Like the smaller study, half of the patients will wear a nicotine patch of up to 21 mg. a day and half will receive a placebo. The current study is designed so neither the investigators nor the participants know which group receives the active nicotine patch.
Those in the 2012 study who received the nicotine patch experienced only minor side effects like nausea and dizziness, similar to what a person would experience when smoking a cigarette for the first time, Newhouse said.
Those on the nicotine patch also experienced mild weight loss, not surprising since nicotine is an appetite suppressant. There were also no withdrawal symptoms reported when the study participants stopped using the nicotine patch.
"We'll have a rigorously defined patient population and should have some very important results by the end of this study," Newhouse said. "If this study shows that the nicotine patch is a safe and effective treatment, we will have a medication that is inexpensive and is easily obtained."
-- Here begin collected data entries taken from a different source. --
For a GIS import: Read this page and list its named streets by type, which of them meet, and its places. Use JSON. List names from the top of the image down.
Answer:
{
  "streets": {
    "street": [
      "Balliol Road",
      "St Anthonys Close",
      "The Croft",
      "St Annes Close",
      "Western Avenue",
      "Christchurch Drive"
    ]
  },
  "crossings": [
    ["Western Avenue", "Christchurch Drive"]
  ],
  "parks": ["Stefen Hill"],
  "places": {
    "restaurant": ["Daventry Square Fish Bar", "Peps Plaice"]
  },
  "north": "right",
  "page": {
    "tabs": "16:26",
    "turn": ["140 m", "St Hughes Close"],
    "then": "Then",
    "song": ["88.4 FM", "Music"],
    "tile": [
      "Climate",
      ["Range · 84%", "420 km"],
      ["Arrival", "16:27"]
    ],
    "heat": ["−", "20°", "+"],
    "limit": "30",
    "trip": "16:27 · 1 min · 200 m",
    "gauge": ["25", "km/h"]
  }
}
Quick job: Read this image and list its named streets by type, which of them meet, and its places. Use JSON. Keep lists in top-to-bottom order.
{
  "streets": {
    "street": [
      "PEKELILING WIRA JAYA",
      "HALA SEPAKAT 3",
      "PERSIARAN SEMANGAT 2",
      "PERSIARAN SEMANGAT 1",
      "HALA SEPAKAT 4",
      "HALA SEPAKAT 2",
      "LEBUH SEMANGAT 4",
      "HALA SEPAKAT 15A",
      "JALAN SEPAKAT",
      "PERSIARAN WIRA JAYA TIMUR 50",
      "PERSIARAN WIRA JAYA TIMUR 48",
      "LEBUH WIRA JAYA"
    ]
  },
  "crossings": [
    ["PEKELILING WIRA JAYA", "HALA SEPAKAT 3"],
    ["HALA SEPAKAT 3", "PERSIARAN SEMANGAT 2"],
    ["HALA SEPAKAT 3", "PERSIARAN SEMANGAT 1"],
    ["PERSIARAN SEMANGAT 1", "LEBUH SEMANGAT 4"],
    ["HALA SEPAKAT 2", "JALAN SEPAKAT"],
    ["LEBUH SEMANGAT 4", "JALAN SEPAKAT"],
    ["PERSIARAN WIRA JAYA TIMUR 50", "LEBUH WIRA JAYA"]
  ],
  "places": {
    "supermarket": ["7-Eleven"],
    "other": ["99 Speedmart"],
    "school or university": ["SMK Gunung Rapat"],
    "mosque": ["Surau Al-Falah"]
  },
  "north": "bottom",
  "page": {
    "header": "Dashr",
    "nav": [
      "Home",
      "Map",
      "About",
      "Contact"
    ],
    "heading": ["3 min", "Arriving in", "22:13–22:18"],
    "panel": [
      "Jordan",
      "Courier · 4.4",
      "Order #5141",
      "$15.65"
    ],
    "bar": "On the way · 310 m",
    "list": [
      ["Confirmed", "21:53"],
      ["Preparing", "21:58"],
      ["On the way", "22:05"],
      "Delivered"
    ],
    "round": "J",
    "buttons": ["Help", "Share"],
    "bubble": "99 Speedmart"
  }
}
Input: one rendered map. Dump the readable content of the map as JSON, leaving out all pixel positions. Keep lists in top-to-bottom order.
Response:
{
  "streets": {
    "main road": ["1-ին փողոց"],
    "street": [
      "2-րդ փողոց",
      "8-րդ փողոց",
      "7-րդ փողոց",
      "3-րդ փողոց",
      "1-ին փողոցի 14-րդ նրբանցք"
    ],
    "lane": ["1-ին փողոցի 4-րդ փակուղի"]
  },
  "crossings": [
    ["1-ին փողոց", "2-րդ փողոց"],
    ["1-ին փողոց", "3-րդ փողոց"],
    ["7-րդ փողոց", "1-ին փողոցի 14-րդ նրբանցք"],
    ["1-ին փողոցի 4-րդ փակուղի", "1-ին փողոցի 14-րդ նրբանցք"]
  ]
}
Those enrolled in the study will wear the patch for 16 hours a day, taking it off only to sleep, and will participate in computer memory and cognition testing every three to six months, conducted in collaboration with the company Cogstate from Melbourne, Australia. Those enrolled will also be given the opportunity to volunteer for an additional part of the study, looking at brain function and brain structure through magnetic resonance imaging (MRI) in the volunteers, to see if the nicotine patch produces changes in the brain structure and function or has a positive effect on the progression of Alzheimer's disease through spinal fluid sampling.
Nicotine, a natural plant alkaloid, is a "fascinating drug with interesting properties," Newhouse said. "People think of it as a potentially noxious substance, but it's a plant-derived medication just like a lot of other medications."
Nicotine binds to very specific receptors in the brain that are important for thinking and memory and may have neuroprotective effects. People with Alzheimer's disease are known to lose some of those receptors. Pharmaceutical companies are also working to develop nicotine-like drugs to treat people with Alzheimer's disease, but Newhouse believes that nicotine by itself is a worthwhile product to continue to explore. "Sometimes the original compound might be the best," he said.
Newhouse said the study shouldn't be viewed as an endorsement of smoking or of nicotine for normal individuals. "What we and others have shown is that nicotine doesn't do much for memory and attention in the normal population," he said. "But we believe it does do something for those whose cognitive function is already impaired."
People with memory loss should not start smoking or using nicotine patches by themselves because there are harmful effects associated with smoking and a medication such as nicotine should only be used with a doctor's supervision, he said. "We're excited about this study, and to see whether it can change the course of illness in these patients. "We're hoping to finally answer the question that we've been asking for 30 years. 'Does this really work?' It's the essence of repurposing an old drug for a new use."